───── Exercise material ─────

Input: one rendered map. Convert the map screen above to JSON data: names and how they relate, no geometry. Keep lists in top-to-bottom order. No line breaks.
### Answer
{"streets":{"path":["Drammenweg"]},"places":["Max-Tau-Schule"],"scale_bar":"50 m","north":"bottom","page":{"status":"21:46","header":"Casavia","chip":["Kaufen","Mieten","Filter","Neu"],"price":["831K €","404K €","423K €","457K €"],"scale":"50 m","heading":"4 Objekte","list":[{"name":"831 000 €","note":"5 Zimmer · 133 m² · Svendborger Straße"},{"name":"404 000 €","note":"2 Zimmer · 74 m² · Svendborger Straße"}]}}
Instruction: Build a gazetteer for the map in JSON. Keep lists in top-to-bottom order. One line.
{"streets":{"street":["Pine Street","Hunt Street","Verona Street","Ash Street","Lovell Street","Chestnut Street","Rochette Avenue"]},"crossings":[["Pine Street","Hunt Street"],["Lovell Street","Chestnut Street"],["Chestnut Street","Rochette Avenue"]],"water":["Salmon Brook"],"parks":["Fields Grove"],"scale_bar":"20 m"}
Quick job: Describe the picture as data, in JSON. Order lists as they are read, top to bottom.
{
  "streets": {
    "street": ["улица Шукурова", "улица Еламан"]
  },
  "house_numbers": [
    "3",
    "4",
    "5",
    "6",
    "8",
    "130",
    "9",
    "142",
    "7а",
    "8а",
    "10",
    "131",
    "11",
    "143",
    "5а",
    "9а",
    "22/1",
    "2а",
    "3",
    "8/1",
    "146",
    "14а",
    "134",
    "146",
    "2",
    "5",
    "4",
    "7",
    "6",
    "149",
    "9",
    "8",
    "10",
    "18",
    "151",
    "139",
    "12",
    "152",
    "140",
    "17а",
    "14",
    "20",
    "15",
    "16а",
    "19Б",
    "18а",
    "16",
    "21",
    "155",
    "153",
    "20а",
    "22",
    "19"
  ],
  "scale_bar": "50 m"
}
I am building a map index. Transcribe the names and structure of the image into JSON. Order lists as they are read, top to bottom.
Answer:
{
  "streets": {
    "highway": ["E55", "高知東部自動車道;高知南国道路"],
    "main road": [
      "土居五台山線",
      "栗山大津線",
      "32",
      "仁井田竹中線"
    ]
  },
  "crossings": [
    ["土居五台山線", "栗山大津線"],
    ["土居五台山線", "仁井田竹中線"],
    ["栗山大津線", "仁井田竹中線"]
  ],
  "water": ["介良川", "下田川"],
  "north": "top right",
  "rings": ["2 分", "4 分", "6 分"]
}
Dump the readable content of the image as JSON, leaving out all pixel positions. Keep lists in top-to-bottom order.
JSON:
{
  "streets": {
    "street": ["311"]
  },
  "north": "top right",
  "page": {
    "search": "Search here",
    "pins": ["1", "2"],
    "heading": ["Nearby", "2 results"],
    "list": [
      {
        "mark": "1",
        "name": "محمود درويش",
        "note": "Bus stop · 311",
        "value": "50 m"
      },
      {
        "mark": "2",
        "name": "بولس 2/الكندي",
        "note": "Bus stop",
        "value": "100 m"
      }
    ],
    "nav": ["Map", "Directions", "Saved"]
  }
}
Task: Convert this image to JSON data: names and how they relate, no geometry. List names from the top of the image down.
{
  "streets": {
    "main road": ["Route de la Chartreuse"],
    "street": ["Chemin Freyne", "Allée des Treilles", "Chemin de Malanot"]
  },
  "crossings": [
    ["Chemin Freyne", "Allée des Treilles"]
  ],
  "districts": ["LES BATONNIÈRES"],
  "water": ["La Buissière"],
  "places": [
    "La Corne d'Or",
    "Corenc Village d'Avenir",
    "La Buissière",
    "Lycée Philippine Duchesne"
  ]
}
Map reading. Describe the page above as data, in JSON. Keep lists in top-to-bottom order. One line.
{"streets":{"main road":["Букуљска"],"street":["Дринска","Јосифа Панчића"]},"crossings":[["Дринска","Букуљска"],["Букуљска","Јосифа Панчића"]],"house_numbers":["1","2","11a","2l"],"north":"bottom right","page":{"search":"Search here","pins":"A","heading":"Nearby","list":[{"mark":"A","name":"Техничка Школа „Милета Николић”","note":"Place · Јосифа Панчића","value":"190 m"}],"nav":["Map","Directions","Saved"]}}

─────

■ Exercise goal ■
Copy the records exactly, keeping every word in place.

■ Your response ■
Input: one rendered map. Convert the map screen above to JSON data: names and how they relate, no geometry. Keep lists in top-to-bottom order. No line breaks.
### Answer
{"streets":{"path":["Drammenweg"]},"places":["Max-Tau-Schule"],"scale_bar":"50 m","north":"bottom","page":{"status":"21:46","header":"Casavia","chip":["Kaufen","Mieten","Filter","Neu"],"price":["831K €","404K €","423K €","457K €"],"scale":"50 m","heading":"4 Objekte","list":[{"name":"831 000 €","note":"5 Zimmer · 133 m² · Svendborger Straße"},{"name":"404 000 €","note":"2 Zimmer · 74 m² · Svendborger Straße"}]}}
Instruction: Build a gazetteer for the map in JSON. Keep lists in top-to-bottom order. One line.
{"streets":{"street":["Pine Street","Hunt Street","Verona Street","Ash Street","Lovell Street","Chestnut Street","Rochette Avenue"]},"crossings":[["Pine Street","Hunt Street"],["Lovell Street","Chestnut Street"],["Chestnut Street","Rochette Avenue"]],"water":["Salmon Brook"],"parks":["Fields Grove"],"scale_bar":"20 m"}
Quick job: Describe the picture as data, in JSON. Order lists as they are read, top to bottom.
{
  "streets": {
    "street": ["улица Шукурова", "улица Еламан"]
  },
  "house_numbers": [
    "3",
    "4",
    "5",
    "6",
    "8",
    "130",
    "9",
    "142",
    "7а",
    "8а",
    "10",
    "131",
    "11",
    "143",
    "5а",
    "9а",
    "22/1",
    "2а",
    "3",
    "8/1",
    "146",
    "14а",
    "134",
    "146",
    "2",
    "5",
    "4",
    "7",
    "6",
    "149",
    "9",
    "8",
    "10",
    "18",
    "151",
    "139",
    "12",
    "152",
    "140",
    "17а",
    "14",
    "20",
    "15",
    "16а",
    "19Б",
    "18а",
    "16",
    "21",
    "155",
    "153",
    "20а",
    "22",
    "19"
  ],
  "scale_bar": "50 m"
}
I am building a map index. Transcribe the names and structure of the image into JSON. Order lists as they are read, top to bottom.
Answer:
{
  "streets": {
    "highway": ["E55", "高知東部自動車道;高知南国道路"],
    "main road": [
      "土居五台山線",
      "栗山大津線",
      "32",
      "仁井田竹中線"
    ]
  },
  "crossings": [
    ["土居五台山線", "栗山大津線"],
    ["土居五台山線", "仁井田竹中線"],
    ["栗山大津線", "仁井田竹中線"]
  ],
  "water": ["介良川", "下田川"],
  "north": "top right",
  "rings": ["2 分", "4 分", "6 分"]
}
Dump the readable content of the image as JSON, leaving out all pixel positions. Keep lists in top-to-bottom order.
JSON:
{
  "streets": {
    "street": ["311"]
  },
  "north": "top right",
  "page": {
    "search": "Search here",
    "pins": ["1", "2"],
    "heading": ["Nearby", "2 results"],
    "list": [
      {
        "mark": "1",
        "name": "محمود درويش",
        "note": "Bus stop · 311",
        "value": "50 m"
      },
      {
        "mark": "2",
        "name": "بولس 2/الكندي",
        "note": "Bus stop",
        "value": "100 m"
      }
    ],
    "nav": ["Map", "Directions", "Saved"]
  }
}
Task: Convert this image to JSON data: names and how they relate, no geometry. List names from the top of the image down.
{
  "streets": {
    "main road": ["Route de la Chartreuse"],
    "street": ["Chemin Freyne", "Allée des Treilles", "Chemin de Malanot"]
  },
  "crossings": [
    ["Chemin Freyne", "Allée des Treilles"]
  ],
  "districts": ["LES BATONNIÈRES"],
  "water": ["La Buissière"],
  "places": [
    "La Corne d'Or",
    "Corenc Village d'Avenir",
    "La Buissière",
    "Lycée Philippine Duchesne"
  ]
}
Map reading. Describe the page above as data, in JSON. Keep lists in top-to-bottom order. One line.
{"streets":{"main road":["Букуљска"],"street":["Дринска","Јосифа Панчића"]},"crossings":[["Дринска","Букуљска"],["Букуљска","Јосифа Панчића"]],"house_numbers":["1","2","11a","2l"],"north":"bottom right","page":{"search":"Search here","pins":"A","heading":"Nearby","list":[{"mark":"A","name":"Техничка Школа „Милета Николић”","note":"Place · Јосифа Панчића","value":"190 m"}],"nav":["Map","Directions","Saved"]}}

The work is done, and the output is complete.